A capable guardian takes proper safeguards to make sure a data set is used in the way the data subjects are permitting it to be used. She encrypts it to prevent hackers from getting their hands on sensitive information. She explores using differential privacy techniques to further protect the most sensitive data, and knows how she will terminate the guardianship if subjects no longer trust her.
“Capable guardianship is a great way to think about what our obligations are to the data we have about individuals and avoid turning the conversation into one of data ownership. The ownership model doesn’t fit well with data because data can so easily be replicated and thus refuses typical economic logic that ties value to scarcity,” she explains.

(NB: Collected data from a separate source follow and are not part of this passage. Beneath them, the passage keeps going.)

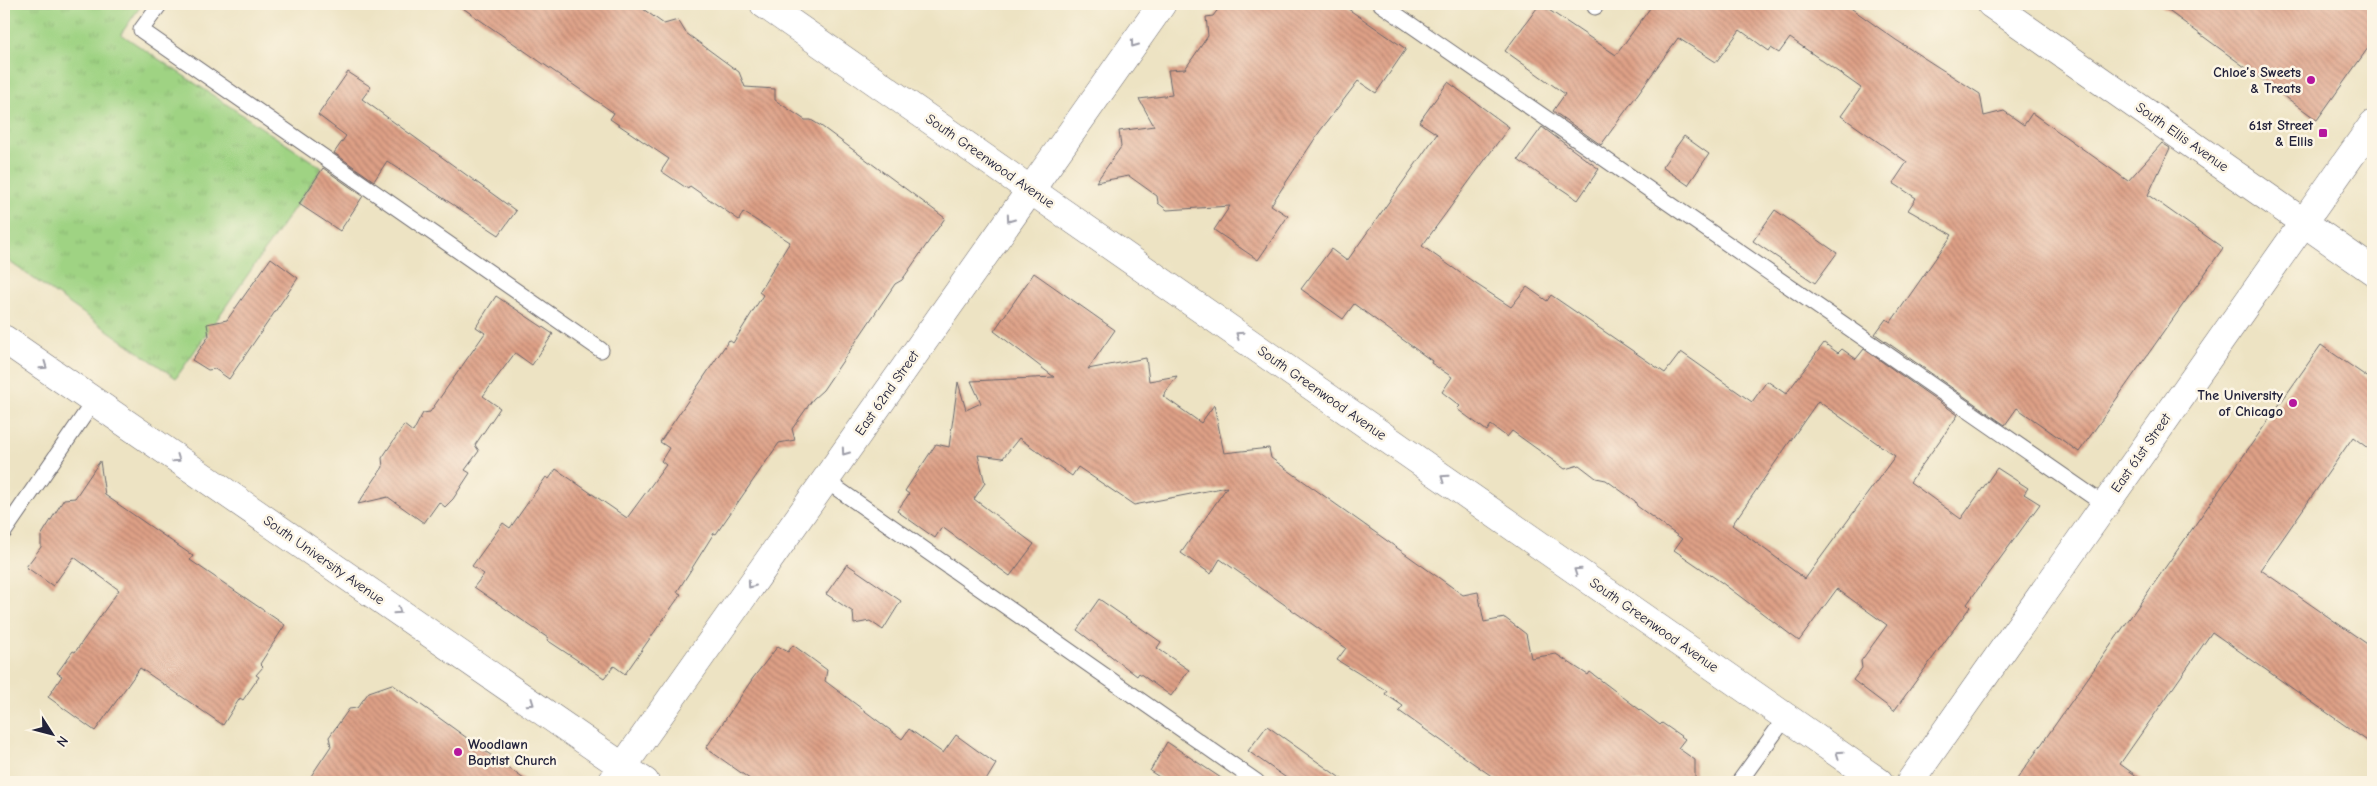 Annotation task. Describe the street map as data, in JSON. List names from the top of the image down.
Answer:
{
  "streets": {
    "street": [
      "South Ellis Avenue",
      "South Greenwood Avenue",
      "East 62nd Street",
      "East 61st Street",
      "South University Avenue"
    ]
  },
  "crossings": [
    ["South Ellis Avenue", "East 61st Street"],
    ["South Greenwood Avenue", "East 62nd Street"],
    ["East 62nd Street", "South University Avenue"]
  ],
  "one_way": ["South Greenwood Avenue", "East 62nd Street", "South University Avenue"],
  "places": {
    "other": ["Chloe’s Sweets & Treats", "The University of Chicago", "Woodlawn Baptist Church"],
    "transit": ["61st Street & Ellis"]
  },
  "north": "bottom right"
}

Building an ethical cybersecurity product
At Obsidian Security, the biggest challenge they are encountering is responding to interest. They are taking the time needed to build a technologically and sociologically rigorous product and are almost at the point of taking on our first pool of clients.
The goal, after all, is to ship a product that will lower the risk, so they definitely won’t ship it without privacy protections in place.
“Almost by default, defensive cybersecurity provides broad social benefits. In other words, creating better cybersecurity products is a social good,” she notes.
“Keeping data about employees or customers in the organizations that they have consented to do business with fits with the basic principle of consented relationships. Providing alerts about data breaches – another typical cybersecurity goal – is also in line with basic ethical principles around transparency.”
The cybersecurity industry has the added advantage of being full of cynics and skeptics, who are quite likely to trade convenience for security.
For companies who want to increase transparency, one solution might be to add role-based permissions and an audit trail, she points out.
“Role-based permissions restrict access to the smallest number of people, making it less likely that sensitive data falls into the wrong hands or is toyed with by curious minds. Audit trails around access and use of data further cements the idea that these are precious data whose usage will be closely monitored. Anyone misbehaving around the data assets can then be retrained or have their permissions downgraded.”